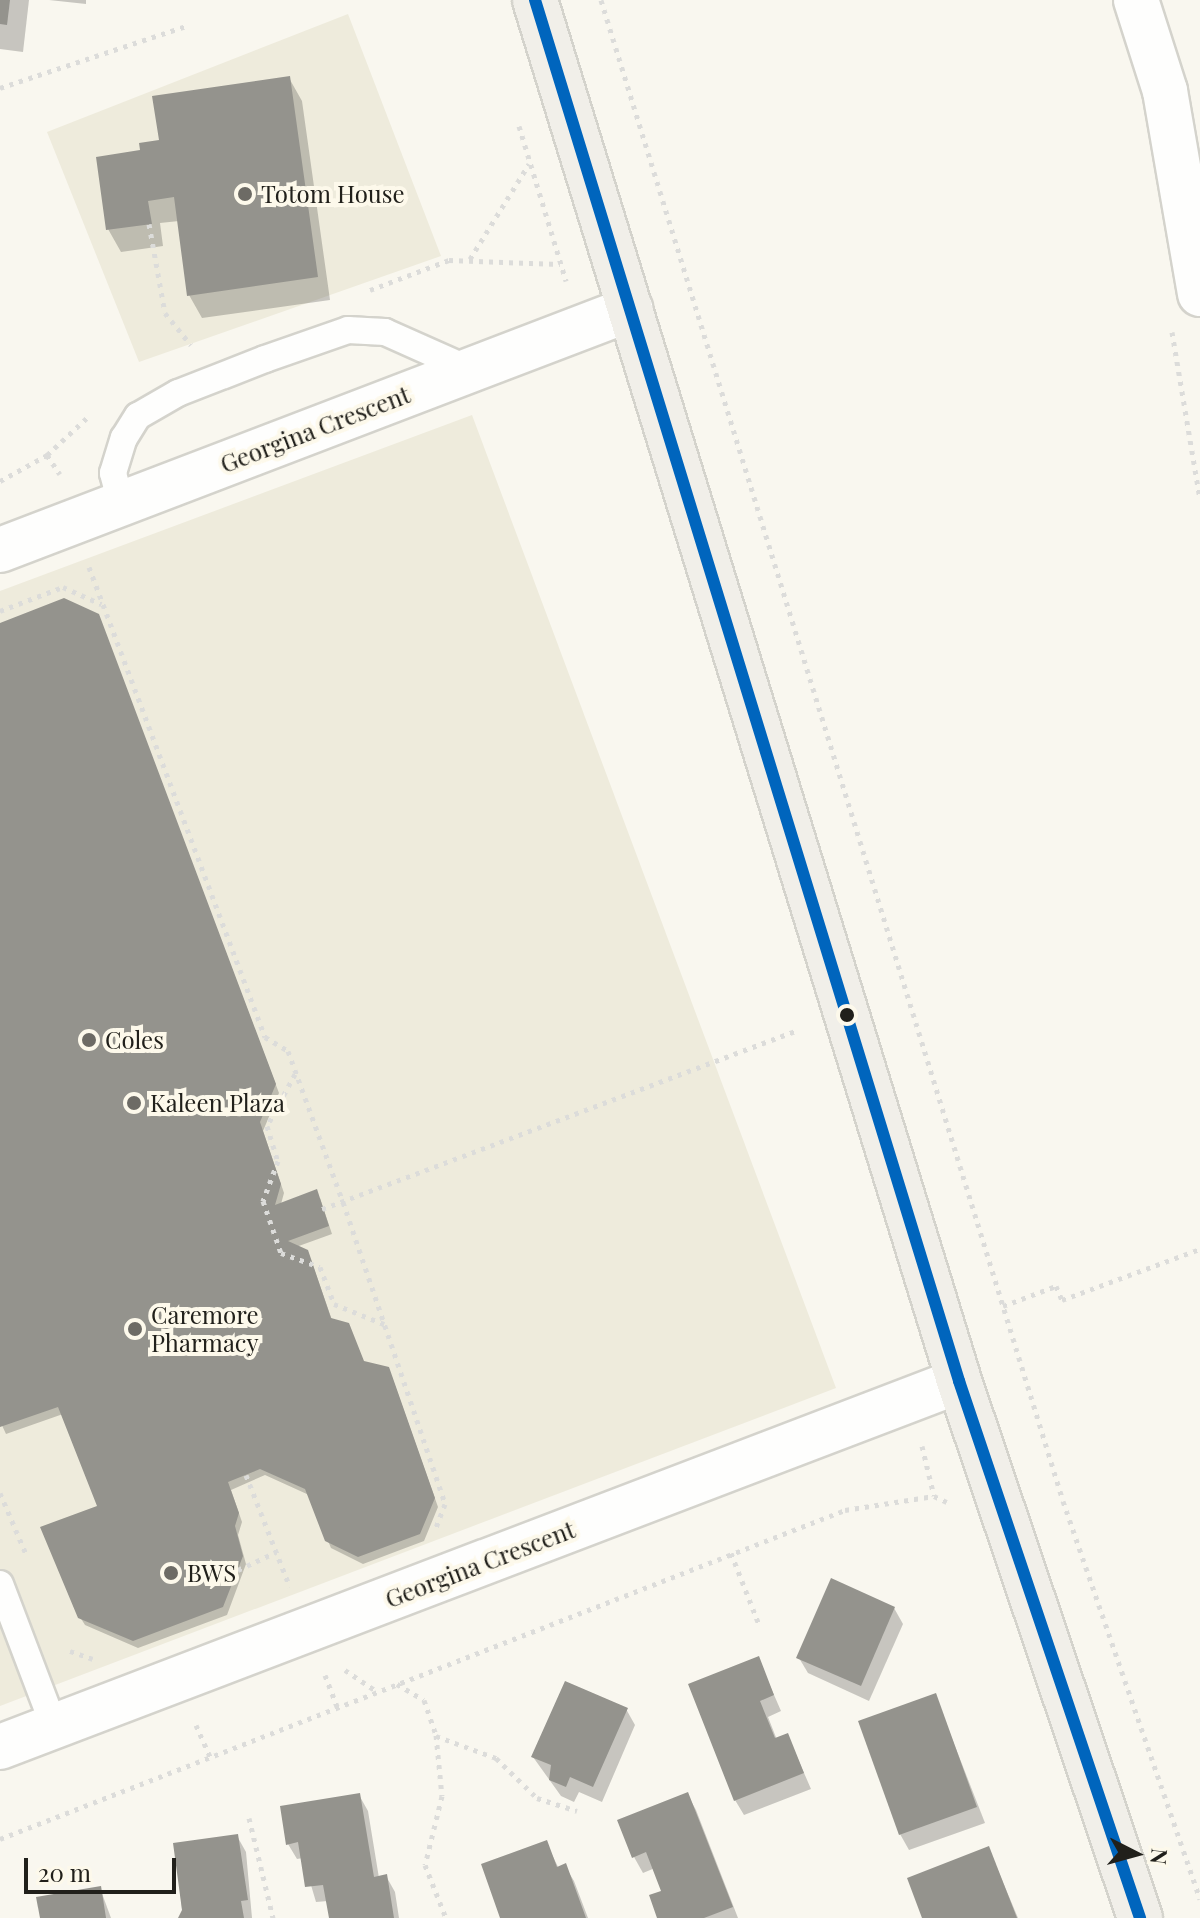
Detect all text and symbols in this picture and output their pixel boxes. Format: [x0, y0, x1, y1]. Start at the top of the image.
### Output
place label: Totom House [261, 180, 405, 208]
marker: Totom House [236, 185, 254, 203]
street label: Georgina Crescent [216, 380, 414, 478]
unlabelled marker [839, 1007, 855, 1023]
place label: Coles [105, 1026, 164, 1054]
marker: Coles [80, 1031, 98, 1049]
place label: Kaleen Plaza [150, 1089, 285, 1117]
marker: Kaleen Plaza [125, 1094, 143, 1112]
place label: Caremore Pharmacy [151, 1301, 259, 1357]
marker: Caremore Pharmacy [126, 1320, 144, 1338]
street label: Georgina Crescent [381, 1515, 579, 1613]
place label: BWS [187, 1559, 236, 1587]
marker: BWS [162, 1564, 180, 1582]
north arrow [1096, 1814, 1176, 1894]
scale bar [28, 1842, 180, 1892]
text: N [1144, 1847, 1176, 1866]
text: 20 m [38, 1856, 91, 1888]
________________________
→ **WHAT IS BEING ASKED**
Only the pictures are to be left out; repeat all other material exactly.

→ **TASK ANSWER**
Detect all text and symbols in this picture and output their pixel boxes. Format: [x0, y0, x1, y1]. Start at the top of the image.
### Output
place label: Totom House [261, 180, 405, 208]
marker: Totom House [236, 185, 254, 203]
street label: Georgina Crescent [216, 380, 414, 478]
unlabelled marker [839, 1007, 855, 1023]
place label: Coles [105, 1026, 164, 1054]
marker: Coles [80, 1031, 98, 1049]
place label: Kaleen Plaza [150, 1089, 285, 1117]
marker: Kaleen Plaza [125, 1094, 143, 1112]
place label: Caremore Pharmacy [151, 1301, 259, 1357]
marker: Caremore Pharmacy [126, 1320, 144, 1338]
street label: Georgina Crescent [381, 1515, 579, 1613]
place label: BWS [187, 1559, 236, 1587]
marker: BWS [162, 1564, 180, 1582]
north arrow [1096, 1814, 1176, 1894]
scale bar [28, 1842, 180, 1892]
text: N [1144, 1847, 1176, 1866]
text: 20 m [38, 1856, 91, 1888]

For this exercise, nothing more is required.